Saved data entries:
*****
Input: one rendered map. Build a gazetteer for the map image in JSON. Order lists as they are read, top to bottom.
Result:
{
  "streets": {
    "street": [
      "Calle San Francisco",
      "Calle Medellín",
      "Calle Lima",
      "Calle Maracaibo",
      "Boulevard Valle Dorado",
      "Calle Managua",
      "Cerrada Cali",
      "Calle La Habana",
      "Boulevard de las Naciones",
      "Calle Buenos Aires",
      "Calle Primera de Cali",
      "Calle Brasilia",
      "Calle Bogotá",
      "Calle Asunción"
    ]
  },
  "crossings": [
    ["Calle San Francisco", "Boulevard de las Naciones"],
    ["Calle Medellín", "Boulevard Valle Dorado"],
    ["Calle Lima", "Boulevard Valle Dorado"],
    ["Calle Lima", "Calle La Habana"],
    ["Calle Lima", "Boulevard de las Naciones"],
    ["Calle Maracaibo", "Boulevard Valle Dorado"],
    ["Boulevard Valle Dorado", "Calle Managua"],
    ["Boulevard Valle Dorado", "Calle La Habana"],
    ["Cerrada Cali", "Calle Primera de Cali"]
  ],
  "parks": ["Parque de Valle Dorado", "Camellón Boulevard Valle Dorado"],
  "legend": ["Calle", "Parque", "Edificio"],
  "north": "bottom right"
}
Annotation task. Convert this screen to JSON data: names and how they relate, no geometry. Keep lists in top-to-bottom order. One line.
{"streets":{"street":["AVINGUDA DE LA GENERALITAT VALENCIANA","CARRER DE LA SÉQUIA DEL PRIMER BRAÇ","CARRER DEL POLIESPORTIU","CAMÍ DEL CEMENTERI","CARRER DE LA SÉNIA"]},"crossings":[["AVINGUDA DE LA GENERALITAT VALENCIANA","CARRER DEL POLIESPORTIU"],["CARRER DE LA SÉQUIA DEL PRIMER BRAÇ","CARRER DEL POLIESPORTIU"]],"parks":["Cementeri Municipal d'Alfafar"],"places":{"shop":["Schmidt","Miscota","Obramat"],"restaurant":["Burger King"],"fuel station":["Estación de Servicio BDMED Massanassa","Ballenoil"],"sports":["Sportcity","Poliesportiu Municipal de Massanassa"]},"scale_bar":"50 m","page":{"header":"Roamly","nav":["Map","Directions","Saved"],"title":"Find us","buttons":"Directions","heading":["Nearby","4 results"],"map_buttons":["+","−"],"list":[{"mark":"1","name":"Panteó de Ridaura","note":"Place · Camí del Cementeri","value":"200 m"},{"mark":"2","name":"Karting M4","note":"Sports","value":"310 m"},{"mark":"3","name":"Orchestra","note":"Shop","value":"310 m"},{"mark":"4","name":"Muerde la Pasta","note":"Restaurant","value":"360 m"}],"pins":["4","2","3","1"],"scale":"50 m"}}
*****
## WORK ITEM
The response should be a verbatim transcription of the data.

## FINAL ANSWER
Input: one rendered map. Build a gazetteer for the map image in JSON. Order lists as they are read, top to bottom.
Result:
{
  "streets": {
    "street": [
      "Calle San Francisco",
      "Calle Medellín",
      "Calle Lima",
      "Calle Maracaibo",
      "Boulevard Valle Dorado",
      "Calle Managua",
      "Cerrada Cali",
      "Calle La Habana",
      "Boulevard de las Naciones",
      "Calle Buenos Aires",
      "Calle Primera de Cali",
      "Calle Brasilia",
      "Calle Bogotá",
      "Calle Asunción"
    ]
  },
  "crossings": [
    ["Calle San Francisco", "Boulevard de las Naciones"],
    ["Calle Medellín", "Boulevard Valle Dorado"],
    ["Calle Lima", "Boulevard Valle Dorado"],
    ["Calle Lima", "Calle La Habana"],
    ["Calle Lima", "Boulevard de las Naciones"],
    ["Calle Maracaibo", "Boulevard Valle Dorado"],
    ["Boulevard Valle Dorado", "Calle Managua"],
    ["Boulevard Valle Dorado", "Calle La Habana"],
    ["Cerrada Cali", "Calle Primera de Cali"]
  ],
  "parks": ["Parque de Valle Dorado", "Camellón Boulevard Valle Dorado"],
  "legend": ["Calle", "Parque", "Edificio"],
  "north": "bottom right"
}
Annotation task. Convert this screen to JSON data: names and how they relate, no geometry. Keep lists in top-to-bottom order. One line.
{"streets":{"street":["AVINGUDA DE LA GENERALITAT VALENCIANA","CARRER DE LA SÉQUIA DEL PRIMER BRAÇ","CARRER DEL POLIESPORTIU","CAMÍ DEL CEMENTERI","CARRER DE LA SÉNIA"]},"crossings":[["AVINGUDA DE LA GENERALITAT VALENCIANA","CARRER DEL POLIESPORTIU"],["CARRER DE LA SÉQUIA DEL PRIMER BRAÇ","CARRER DEL POLIESPORTIU"]],"parks":["Cementeri Municipal d'Alfafar"],"places":{"shop":["Schmidt","Miscota","Obramat"],"restaurant":["Burger King"],"fuel station":["Estación de Servicio BDMED Massanassa","Ballenoil"],"sports":["Sportcity","Poliesportiu Municipal de Massanassa"]},"scale_bar":"50 m","page":{"header":"Roamly","nav":["Map","Directions","Saved"],"title":"Find us","buttons":"Directions","heading":["Nearby","4 results"],"map_buttons":["+","−"],"list":[{"mark":"1","name":"Panteó de Ridaura","note":"Place · Camí del Cementeri","value":"200 m"},{"mark":"2","name":"Karting M4","note":"Sports","value":"310 m"},{"mark":"3","name":"Orchestra","note":"Shop","value":"310 m"},{"mark":"4","name":"Muerde la Pasta","note":"Restaurant","value":"360 m"}],"pins":["4","2","3","1"],"scale":"50 m"}}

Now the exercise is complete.